Title
Secretary-General, Greatly Concerned Over Yesterday’s Rocket Attacks Against Israel, Retaliatory Strikes, Urges Maximum Restraint (Press Release), SG/SM/15234
Note
At the United Nations, self-defense for Israel has long been a theoretical right. Every time it is actually used, it's a problem. Last Thursday, four rockets from Lebanese territory targeted northern Israel, one of them falling close to a home occupied by Holocaust survivors. Israel responded the following day by specifically targeting and bombing a terrorist base in Lebanon. So what did the UN do?
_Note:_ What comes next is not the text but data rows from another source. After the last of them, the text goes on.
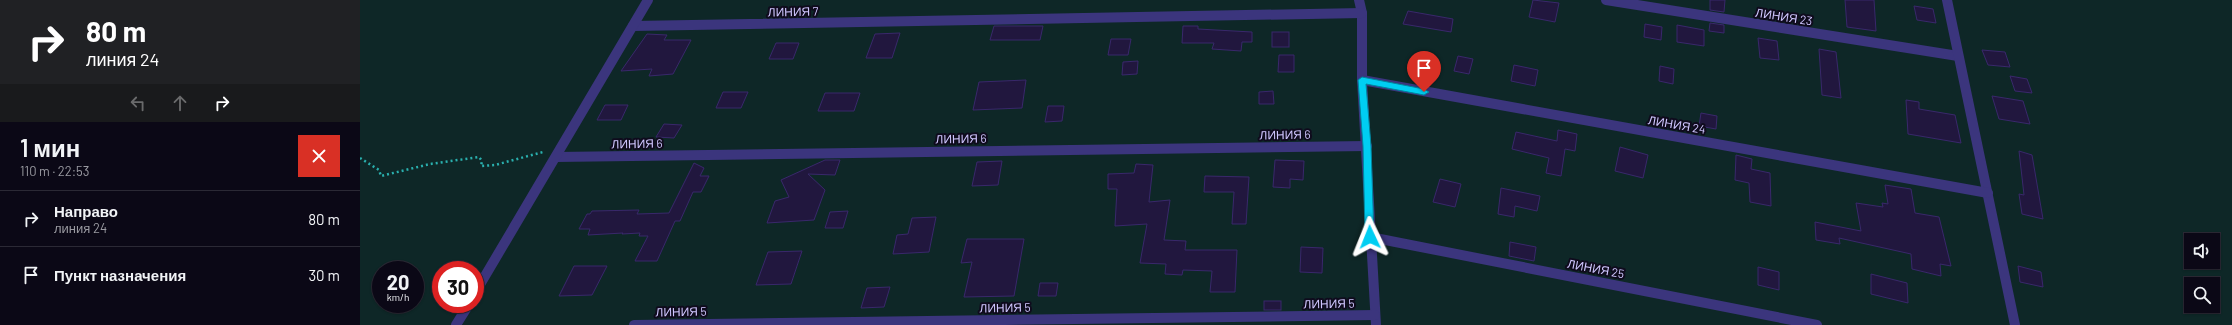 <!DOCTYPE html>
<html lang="ru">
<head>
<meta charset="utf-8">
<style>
	body { margin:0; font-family:Barlow,sans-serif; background:#191623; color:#f1f3f6; height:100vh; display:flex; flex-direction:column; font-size:15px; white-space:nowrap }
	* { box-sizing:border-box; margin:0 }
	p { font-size:13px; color:#9a9aa1 }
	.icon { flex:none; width:22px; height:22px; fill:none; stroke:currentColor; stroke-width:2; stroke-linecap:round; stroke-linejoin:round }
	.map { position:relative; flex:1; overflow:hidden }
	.details { display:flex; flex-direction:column; background:#0b0816; width:360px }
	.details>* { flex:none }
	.top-card { background:#202124; color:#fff; overflow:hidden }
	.controls { position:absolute; left:1824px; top:233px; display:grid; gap:8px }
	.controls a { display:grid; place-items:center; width:36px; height:36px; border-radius:0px; background:#0b0816; box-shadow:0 1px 3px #0004,0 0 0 1px #2b2935; font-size:20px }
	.speed { position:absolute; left:12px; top:261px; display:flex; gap:8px; font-size:20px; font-weight:700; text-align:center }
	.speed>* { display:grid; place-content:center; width:52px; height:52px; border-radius:50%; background:#0b0816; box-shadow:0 1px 3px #0004,0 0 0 1px #2b2935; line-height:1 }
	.speed small { font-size:10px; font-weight:400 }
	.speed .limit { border:6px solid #d22; background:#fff; color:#111 }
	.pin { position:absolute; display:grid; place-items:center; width:34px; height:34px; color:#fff; margin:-41px -17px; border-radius:50% 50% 50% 0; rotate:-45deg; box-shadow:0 0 4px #0007 }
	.pin .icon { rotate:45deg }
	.me { position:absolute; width:44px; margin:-22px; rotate:358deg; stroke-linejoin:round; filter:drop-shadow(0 0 3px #0008) }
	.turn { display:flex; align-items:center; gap:14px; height:84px; padding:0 20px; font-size:18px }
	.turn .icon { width:52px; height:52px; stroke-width:2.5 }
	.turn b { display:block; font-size:28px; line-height:34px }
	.lanes { display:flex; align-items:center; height:38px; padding:0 20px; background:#0003; justify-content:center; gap:20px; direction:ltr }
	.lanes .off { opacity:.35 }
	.round { display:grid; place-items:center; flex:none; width:42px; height:42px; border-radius:0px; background:#191623 }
	.overview { display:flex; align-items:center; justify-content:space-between; height:68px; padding:0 20px }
	h1 { font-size:24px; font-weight:600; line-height:30px }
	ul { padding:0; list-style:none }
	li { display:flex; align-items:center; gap:12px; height:56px; padding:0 20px; border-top:1px solid #2b2935 }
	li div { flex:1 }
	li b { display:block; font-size:15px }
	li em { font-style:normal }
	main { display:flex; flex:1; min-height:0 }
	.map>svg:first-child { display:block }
</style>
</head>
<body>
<main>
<section class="details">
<div class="top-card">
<div class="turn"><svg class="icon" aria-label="right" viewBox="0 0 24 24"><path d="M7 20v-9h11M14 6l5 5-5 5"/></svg><div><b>80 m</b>линия 24</div></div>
<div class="lanes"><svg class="icon off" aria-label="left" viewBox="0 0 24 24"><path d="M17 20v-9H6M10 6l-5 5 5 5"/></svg><svg class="icon off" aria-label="ahead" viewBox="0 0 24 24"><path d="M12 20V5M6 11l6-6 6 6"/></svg><svg class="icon" aria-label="right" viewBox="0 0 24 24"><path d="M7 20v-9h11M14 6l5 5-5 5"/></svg></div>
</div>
<div class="overview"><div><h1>1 мин</h1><p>110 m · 22:53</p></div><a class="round" style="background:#d93025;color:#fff"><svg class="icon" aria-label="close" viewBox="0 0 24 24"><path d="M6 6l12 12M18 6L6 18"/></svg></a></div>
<ul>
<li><svg class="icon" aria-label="right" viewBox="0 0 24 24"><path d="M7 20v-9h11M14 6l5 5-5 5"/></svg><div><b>Направо</b><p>линия 24</p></div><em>80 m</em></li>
<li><svg class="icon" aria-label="arrive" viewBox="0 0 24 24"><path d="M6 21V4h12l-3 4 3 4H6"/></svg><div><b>Пункт назначения</b></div><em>30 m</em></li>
</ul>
</section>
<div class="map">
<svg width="1872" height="325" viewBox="0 0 1872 325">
	<rect width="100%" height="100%" fill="#0f0b1d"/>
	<path fill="#0e2727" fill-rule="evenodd" d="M0 0H1872V325H0ZM1831 240H1853V262H1831ZM21 270H55V304H21ZM81 270H115V304H81ZM1831 284H1853V306H1831Z"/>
	<g fill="#21173e" stroke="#39286b">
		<path d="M1173 0 1199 3 1195 22 1169 17Z"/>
		<path d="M1350 0H1365L1364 12 1350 10Z"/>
		<path d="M1485 0H1514L1516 31 1487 27Z"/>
		<path d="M1554 6 1573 9 1576 23 1557 20Z"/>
		<path d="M1048 11 1093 19 1091 32 1043 24Z"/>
		<path d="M1350 23 1364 25V33L1349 31Z"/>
		<path d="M1285 24 1302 27 1301 40 1284 37Z"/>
		<path d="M1317 25 1344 30V46L1317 42Z"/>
		<path d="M634 26H683L680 40H630Z"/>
		<path d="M823 26H838V29L892 32V42H882L881 51 852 49 854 43H822Z"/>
		<rect x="912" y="32" width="17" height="15"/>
		<path d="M540 33 532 58H506L515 34Z"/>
		<path d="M287 34 307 35 304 40H331L313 74 289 76 292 69 261 71Z"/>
		<path d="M1398 38 1417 41 1419 60 1400 58Z"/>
		<path d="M751 39H771L768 55H748Z"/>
		<path d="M416 43H439L433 59H409Z"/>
		<path d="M1459 49 1476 52 1481 98 1462 95Z"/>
		<path d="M1622 50 1645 52 1650 67 1628 65Z"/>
		<path d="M919 55H934V72H918Z"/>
		<path d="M1098 56 1113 59 1109 74 1094 71Z"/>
		<path d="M778 61 777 74 762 75 763 62Z"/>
		<path d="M1154 65 1178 70 1175 86 1151 81Z"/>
		<path d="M1300 66 1314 69 1313 84 1299 81Z"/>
		<path d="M1650 76 1667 79 1672 93 1655 91Z"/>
		<path d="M666 80 662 108 613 110 619 82Z"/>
		<path d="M913 91 914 104H899V92Z"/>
		<path d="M363 92H388L381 108H356Z"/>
		<path d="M465 93H500L494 111H458Z"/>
		<path d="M1632 96 1663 101 1670 124 1639 119Z"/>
		<path d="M1546 100 1559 102V109L1595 115 1601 143 1548 134Z"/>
		<path d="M245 105H268L261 120H237Z"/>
		<path d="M688 106H704L702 121 685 122Z"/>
		<path d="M1341 113 1357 116 1356 129 1339 126Z"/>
		<path d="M304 124 322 125 314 138 296 137Z"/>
		<path d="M1198 130 1217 134 1215 151 1205 149 1201 176 1186 173 1189 158 1152 149 1156 132 1197 141Z"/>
		<path d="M1260 147 1288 155 1283 178 1255 171Z"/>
		<path d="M1659 151 1672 155 1683 219 1662 214 1659 194 1664 195Z"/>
		<path d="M1376 155 1392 159 1391 169 1410 173 1411 206 1390 202 1389 183 1375 180Z"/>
		<path d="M465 160H480L475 175 448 174 465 190 454 220 407 223 415 201 429 197 421 180Z"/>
		<path d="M915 160 944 161 943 180 930 179V188L913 187Z"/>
		<path d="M642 161 638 185 612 186 617 162Z"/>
		<path d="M334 163 344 168 340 176H349L341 192H333L320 221H315L297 261H275L288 236H279L280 233 262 234 263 233 228 235 230 229H219L227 214H230L232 211 279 210 277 214 309 213Z"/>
		<path d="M776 164 793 165 789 202 810 200 804 240 826 241 825 250H877L875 292H850L852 271 823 270 822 275 805 274 806 264 780 263 787 224 755 226 757 189H748V174L774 173Z"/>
		<path d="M845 176 889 177 886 224H872L874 192H844Z"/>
		<path d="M1080 179 1101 184 1095 207 1073 202Z"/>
		<path d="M1525 185 1551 189 1555 213 1579 217 1591 266 1580 264 1581 276 1552 269 1551 254 1479 238 1480 244 1456 240 1455 222 1501 231 1496 203 1523 207 1522 203 1528 204Z"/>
		<path d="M1141 188 1180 196 1177 211 1155 206 1154 217 1138 214Z"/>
		<path d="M488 211 483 228H465L470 212Z"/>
		<path d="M576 217 569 252 533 254 537 235 548 234 552 218Z"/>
		<path d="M607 239H664L654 296 604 297 612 262 601 263Z"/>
		<path d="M1150 242 1176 247 1174 261 1149 256Z"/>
		<path d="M941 247 963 248 962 273 940 272Z"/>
		<path d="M442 251 431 284 396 285 408 252Z"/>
		<path d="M214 266H247L232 295 199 296Z"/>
		<path d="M1658 266 1681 272 1683 287 1660 282Z"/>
		<path d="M1398 267 1419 272V290L1398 285Z"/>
		<path d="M1511 274 1547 283 1548 303 1511 294Z"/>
		<path d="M680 283H698L696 296H678Z"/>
		<path d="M530 287 524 307 501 308 507 288Z"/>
		<rect x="904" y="301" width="17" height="9"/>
	</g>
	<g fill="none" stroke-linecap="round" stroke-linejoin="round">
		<path stroke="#2ab0ae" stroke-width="2.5" stroke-dasharray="2 3" stroke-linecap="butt" d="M0 158 19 170 21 176 70 164 119 157 122 161 121 166 135 165 183 152"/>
		<g stroke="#3b357d" stroke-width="10">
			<path d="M999 0 1002 13V80L1016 325"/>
			<path d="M1246 0 1598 56"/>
			<path d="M1587 0 1655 325"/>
			<path d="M273 26 1002 13"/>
			<path d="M1002 80 1628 193"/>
			<path d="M196 157 1007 146"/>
			<path d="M1010 237 1457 325"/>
			<path d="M115 293 288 0"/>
			<path d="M96 325 109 304"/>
			<path d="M274 325 1015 315"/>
		</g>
	</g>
	<path fill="#00cef2" stroke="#00869d" d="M1002 77 1064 89 1069 92 1064 95 1006 84 1011 146 1014 237 1010 241 1005 237 1003 146 998 80Z"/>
	<g text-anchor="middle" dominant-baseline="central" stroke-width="4" stroke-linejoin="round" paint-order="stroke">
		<g font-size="12" fill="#d0c7ff" stroke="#0f0b1d">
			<text transform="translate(433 11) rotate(-1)">ЛИНИЯ 7</text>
			<text transform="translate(1424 16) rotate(9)">ЛИНИЯ 23</text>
			<text transform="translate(1317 124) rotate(10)">ЛИНИЯ 24</text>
			<text transform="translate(925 134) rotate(-1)">ЛИНИЯ 6</text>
			<text transform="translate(601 138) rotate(-1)">ЛИНИЯ 6</text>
			<text transform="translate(277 143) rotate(-1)">ЛИНИЯ 6</text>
			<text transform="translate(1236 268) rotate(11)">ЛИНИЯ 25</text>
			<text transform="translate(969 303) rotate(-1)">ЛИНИЯ 5</text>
			<text transform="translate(645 307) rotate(-1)">ЛИНИЯ 5</text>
			<text transform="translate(321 311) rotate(-1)">ЛИНИЯ 5</text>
		</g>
	</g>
</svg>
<div class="controls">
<a><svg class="icon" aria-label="sound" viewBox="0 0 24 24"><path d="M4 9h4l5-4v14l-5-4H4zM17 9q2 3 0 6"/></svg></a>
<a><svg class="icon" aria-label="search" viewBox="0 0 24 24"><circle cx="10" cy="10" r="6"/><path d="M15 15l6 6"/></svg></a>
</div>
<div class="speed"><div>20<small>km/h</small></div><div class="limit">30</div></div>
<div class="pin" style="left:1064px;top:92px;background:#d93025"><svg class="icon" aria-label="arrive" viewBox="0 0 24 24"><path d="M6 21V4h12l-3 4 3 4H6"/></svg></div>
<svg class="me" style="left:1010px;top:237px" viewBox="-20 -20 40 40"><path d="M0-17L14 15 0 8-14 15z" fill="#00cef2" stroke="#fff" stroke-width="4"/></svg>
</div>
</main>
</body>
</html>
Secretary-General Ban Ki-moon issued a statement in which he said, on the one hand, "the firing of rockets" - no name, no perpetrator, no use of the word terrorist - was a violation of Security Council resolution 1701. And, on the other hand, Israel's "retaliatory strikes" drew this: "The Secretary-General...condemns any and all violations of resolution 1701... He urges all concerned to exercise maximum restraint and cooperate with UNIFIL, in order to prevent an escalation. The parties must fully adhere to resolution 1701 (2006) and respect the cessation of hostilities agreement."
There should have been no other hand. There should have been "thank you Israel for responding quickly to the attempt by terrorists to broaden the Syrian conflict, divert attention from recent horrors there, and for demonstrating to real enemies that democracies are not all feckless weaklings cowering from the responsibility of defending freedom."